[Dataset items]
........

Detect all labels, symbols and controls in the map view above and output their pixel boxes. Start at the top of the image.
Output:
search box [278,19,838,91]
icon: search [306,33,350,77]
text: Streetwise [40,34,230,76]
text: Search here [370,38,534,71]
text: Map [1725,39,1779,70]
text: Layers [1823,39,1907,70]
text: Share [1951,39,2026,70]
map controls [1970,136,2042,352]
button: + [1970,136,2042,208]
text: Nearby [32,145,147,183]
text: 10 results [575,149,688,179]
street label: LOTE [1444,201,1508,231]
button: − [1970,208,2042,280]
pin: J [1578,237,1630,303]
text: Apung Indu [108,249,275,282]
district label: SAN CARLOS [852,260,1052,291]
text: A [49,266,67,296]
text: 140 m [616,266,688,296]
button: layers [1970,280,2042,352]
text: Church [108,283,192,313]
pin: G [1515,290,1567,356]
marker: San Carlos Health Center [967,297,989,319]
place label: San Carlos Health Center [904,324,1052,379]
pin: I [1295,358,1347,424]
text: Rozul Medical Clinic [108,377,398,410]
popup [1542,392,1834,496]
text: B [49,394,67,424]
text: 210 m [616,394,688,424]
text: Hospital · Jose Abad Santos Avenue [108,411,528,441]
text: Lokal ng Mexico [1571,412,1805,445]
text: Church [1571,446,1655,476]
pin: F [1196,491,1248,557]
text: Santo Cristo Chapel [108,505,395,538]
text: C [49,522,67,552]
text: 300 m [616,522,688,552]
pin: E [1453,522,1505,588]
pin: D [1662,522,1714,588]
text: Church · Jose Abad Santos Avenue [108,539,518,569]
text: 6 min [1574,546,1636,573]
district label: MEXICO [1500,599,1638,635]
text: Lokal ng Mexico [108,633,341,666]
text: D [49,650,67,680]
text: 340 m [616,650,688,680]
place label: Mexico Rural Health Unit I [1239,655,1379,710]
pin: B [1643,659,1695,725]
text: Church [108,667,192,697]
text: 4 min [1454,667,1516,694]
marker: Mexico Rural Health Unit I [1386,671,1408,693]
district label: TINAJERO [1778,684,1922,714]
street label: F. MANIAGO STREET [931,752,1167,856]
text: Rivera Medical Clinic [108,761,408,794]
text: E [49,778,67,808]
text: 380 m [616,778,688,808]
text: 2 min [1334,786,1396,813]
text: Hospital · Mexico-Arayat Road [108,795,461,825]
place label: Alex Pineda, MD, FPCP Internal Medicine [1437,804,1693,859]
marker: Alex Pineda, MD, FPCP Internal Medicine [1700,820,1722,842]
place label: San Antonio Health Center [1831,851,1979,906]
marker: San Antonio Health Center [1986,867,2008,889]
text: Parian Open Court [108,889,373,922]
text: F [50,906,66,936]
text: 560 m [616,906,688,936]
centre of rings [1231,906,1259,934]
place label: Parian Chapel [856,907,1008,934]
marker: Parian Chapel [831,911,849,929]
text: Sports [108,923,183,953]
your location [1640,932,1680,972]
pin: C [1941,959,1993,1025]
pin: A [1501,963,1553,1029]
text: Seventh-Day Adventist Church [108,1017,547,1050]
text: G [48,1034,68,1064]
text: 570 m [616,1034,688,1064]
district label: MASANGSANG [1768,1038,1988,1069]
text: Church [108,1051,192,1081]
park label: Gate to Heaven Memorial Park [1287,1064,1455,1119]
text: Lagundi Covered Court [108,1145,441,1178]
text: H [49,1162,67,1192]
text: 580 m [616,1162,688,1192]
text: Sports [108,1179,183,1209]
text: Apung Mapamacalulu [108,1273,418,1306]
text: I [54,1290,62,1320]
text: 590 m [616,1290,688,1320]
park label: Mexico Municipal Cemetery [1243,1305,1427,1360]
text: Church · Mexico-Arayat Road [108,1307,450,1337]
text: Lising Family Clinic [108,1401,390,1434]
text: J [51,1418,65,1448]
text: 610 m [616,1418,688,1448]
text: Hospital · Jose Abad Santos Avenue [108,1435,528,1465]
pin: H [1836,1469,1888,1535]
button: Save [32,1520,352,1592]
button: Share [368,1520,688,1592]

........

● BRIEF
Word for word, transcribe all of the entries shown above.

● EXERCISE OUTPUT
Detect all labels, symbols and controls in the map view above and output their pixel boxes. Start at the top of the image.
Output:
search box [278,19,838,91]
icon: search [306,33,350,77]
text: Streetwise [40,34,230,76]
text: Search here [370,38,534,71]
text: Map [1725,39,1779,70]
text: Layers [1823,39,1907,70]
text: Share [1951,39,2026,70]
map controls [1970,136,2042,352]
button: + [1970,136,2042,208]
text: Nearby [32,145,147,183]
text: 10 results [575,149,688,179]
street label: LOTE [1444,201,1508,231]
button: − [1970,208,2042,280]
pin: J [1578,237,1630,303]
text: Apung Indu [108,249,275,282]
district label: SAN CARLOS [852,260,1052,291]
text: A [49,266,67,296]
text: 140 m [616,266,688,296]
button: layers [1970,280,2042,352]
text: Church [108,283,192,313]
pin: G [1515,290,1567,356]
marker: San Carlos Health Center [967,297,989,319]
place label: San Carlos Health Center [904,324,1052,379]
pin: I [1295,358,1347,424]
text: Rozul Medical Clinic [108,377,398,410]
popup [1542,392,1834,496]
text: B [49,394,67,424]
text: 210 m [616,394,688,424]
text: Hospital · Jose Abad Santos Avenue [108,411,528,441]
text: Lokal ng Mexico [1571,412,1805,445]
text: Church [1571,446,1655,476]
pin: F [1196,491,1248,557]
text: Santo Cristo Chapel [108,505,395,538]
text: C [49,522,67,552]
text: 300 m [616,522,688,552]
pin: E [1453,522,1505,588]
pin: D [1662,522,1714,588]
text: Church · Jose Abad Santos Avenue [108,539,518,569]
text: 6 min [1574,546,1636,573]
district label: MEXICO [1500,599,1638,635]
text: Lokal ng Mexico [108,633,341,666]
text: D [49,650,67,680]
text: 340 m [616,650,688,680]
place label: Mexico Rural Health Unit I [1239,655,1379,710]
pin: B [1643,659,1695,725]
text: Church [108,667,192,697]
text: 4 min [1454,667,1516,694]
marker: Mexico Rural Health Unit I [1386,671,1408,693]
district label: TINAJERO [1778,684,1922,714]
street label: F. MANIAGO STREET [931,752,1167,856]
text: Rivera Medical Clinic [108,761,408,794]
text: E [49,778,67,808]
text: 380 m [616,778,688,808]
text: 2 min [1334,786,1396,813]
text: Hospital · Mexico-Arayat Road [108,795,461,825]
place label: Alex Pineda, MD, FPCP Internal Medicine [1437,804,1693,859]
marker: Alex Pineda, MD, FPCP Internal Medicine [1700,820,1722,842]
place label: San Antonio Health Center [1831,851,1979,906]
marker: San Antonio Health Center [1986,867,2008,889]
text: Parian Open Court [108,889,373,922]
text: F [50,906,66,936]
text: 560 m [616,906,688,936]
centre of rings [1231,906,1259,934]
place label: Parian Chapel [856,907,1008,934]
marker: Parian Chapel [831,911,849,929]
text: Sports [108,923,183,953]
your location [1640,932,1680,972]
pin: C [1941,959,1993,1025]
pin: A [1501,963,1553,1029]
text: Seventh-Day Adventist Church [108,1017,547,1050]
text: G [48,1034,68,1064]
text: 570 m [616,1034,688,1064]
district label: MASANGSANG [1768,1038,1988,1069]
text: Church [108,1051,192,1081]
park label: Gate to Heaven Memorial Park [1287,1064,1455,1119]
text: Lagundi Covered Court [108,1145,441,1178]
text: H [49,1162,67,1192]
text: 580 m [616,1162,688,1192]
text: Sports [108,1179,183,1209]
text: Apung Mapamacalulu [108,1273,418,1306]
text: I [54,1290,62,1320]
text: 590 m [616,1290,688,1320]
park label: Mexico Municipal Cemetery [1243,1305,1427,1360]
text: Church · Mexico-Arayat Road [108,1307,450,1337]
text: Lising Family Clinic [108,1401,390,1434]
text: J [51,1418,65,1448]
text: 610 m [616,1418,688,1448]
text: Hospital · Jose Abad Santos Avenue [108,1435,528,1465]
pin: H [1836,1469,1888,1535]
button: Save [32,1520,352,1592]
button: Share [368,1520,688,1592]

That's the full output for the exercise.